2013-11-14 12:25:28

by Jeff Layton

[permalink] [raw]
Subject: [PATCH v4 0/3] sunrpc/nfs: more reliable detection of running gssd

v4:
- fix commit message in first patch (s/"dummy"/"gssd"/)

- remove #if IS_ENABLED(CONFIG_SUNRPC_GSS) compile-time dependency

- added cleanup of warn_gssd() message

- fix minor checkpatch.pl warnings

v3:
- get rid of unneeded argument to init_client nfs op

- move gssd_running check into rpc_pipe.c to eliminate dependency on
auth_gss.ko

v2:
- change name of toplevel pipefs dir from "dummy" to "gssd" (per
Trond's suggestion)

- when gssd isn't running, don't bother to upcall (per Neil B.'s
suggestion)

- fix lifecycle of rpc_pipe data. Previously it would have leaked
after umount. With this set, it's created and destroyed along with
the netns, and just attached to the pipe inode on mount/unmount
of rpc_pipefs.

- patch has been added to skip attempting setclientid with krb5i
if gssd isn't running. This avoids the "AUTH_GSS upcall timed out"
message when gssd isn't running and you mount with sec=sys. It also
shortens the delay when gssd isn't up.

The original cover letter from the v1 posting follows. Note that this
set does address the warnings about the AUTH_GSS upcall timing out.

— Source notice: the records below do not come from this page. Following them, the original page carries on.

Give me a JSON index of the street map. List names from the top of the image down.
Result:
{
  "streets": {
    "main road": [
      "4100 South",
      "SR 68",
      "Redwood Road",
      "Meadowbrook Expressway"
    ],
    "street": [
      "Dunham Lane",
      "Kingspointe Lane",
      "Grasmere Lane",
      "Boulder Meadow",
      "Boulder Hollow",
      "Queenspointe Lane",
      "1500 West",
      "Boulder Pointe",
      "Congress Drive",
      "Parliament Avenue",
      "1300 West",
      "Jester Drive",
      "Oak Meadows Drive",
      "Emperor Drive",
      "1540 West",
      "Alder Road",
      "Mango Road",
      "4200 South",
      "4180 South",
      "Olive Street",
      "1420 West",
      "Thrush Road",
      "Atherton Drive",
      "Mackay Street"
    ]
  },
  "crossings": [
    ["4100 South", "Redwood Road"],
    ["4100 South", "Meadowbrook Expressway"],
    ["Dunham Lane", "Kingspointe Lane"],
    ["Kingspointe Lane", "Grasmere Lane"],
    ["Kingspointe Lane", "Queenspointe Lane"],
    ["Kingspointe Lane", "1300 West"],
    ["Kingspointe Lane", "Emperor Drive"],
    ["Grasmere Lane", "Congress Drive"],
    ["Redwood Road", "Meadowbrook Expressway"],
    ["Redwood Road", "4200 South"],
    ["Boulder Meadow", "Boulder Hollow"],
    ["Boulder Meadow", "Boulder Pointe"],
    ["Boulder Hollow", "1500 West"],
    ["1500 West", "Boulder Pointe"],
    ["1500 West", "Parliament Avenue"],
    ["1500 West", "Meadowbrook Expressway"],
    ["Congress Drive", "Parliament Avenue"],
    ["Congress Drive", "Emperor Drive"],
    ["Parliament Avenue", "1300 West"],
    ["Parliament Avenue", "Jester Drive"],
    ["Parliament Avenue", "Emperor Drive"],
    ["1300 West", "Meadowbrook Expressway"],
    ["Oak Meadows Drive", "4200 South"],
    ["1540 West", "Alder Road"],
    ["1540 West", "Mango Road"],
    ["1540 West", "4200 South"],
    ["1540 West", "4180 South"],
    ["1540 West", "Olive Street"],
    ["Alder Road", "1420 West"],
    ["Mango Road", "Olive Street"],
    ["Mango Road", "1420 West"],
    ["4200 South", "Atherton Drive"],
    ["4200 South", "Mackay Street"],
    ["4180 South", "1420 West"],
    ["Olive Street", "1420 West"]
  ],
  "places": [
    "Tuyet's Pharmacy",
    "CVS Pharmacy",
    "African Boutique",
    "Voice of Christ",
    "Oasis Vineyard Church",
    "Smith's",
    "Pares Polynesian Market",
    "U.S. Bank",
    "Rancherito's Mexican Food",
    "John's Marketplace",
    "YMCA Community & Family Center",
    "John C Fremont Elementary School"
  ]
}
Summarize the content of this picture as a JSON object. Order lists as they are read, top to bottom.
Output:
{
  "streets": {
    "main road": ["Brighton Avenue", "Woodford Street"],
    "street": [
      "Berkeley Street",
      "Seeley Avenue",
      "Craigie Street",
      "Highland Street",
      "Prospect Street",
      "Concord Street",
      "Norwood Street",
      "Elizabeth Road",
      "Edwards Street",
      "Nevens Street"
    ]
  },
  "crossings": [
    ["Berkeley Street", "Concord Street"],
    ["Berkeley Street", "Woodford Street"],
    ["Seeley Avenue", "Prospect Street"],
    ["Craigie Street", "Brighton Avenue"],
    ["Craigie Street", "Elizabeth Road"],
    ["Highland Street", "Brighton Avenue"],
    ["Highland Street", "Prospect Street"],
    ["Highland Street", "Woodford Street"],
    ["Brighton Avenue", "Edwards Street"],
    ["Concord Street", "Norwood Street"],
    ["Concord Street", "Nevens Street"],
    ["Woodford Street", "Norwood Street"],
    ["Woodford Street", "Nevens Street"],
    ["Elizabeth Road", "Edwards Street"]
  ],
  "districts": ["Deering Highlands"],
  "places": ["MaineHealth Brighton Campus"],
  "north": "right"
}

-------------------------[snip]-----------------------------

We've gotten a lot of complaints recently about the 15s delay when
doing a sec=sys mount without gssd running.

A large part of the problem is that the kernel isn't able to reliably
detect when rpc.gssd is running. What we currently have is a
gssd_running flag that is initially set to 1. When an upcall times out,
that gets set to 0, and subsequent upcalls get a much shorter timeout
(1/4s instead of 15s). It's reset back to '1' when a pipe is reopened.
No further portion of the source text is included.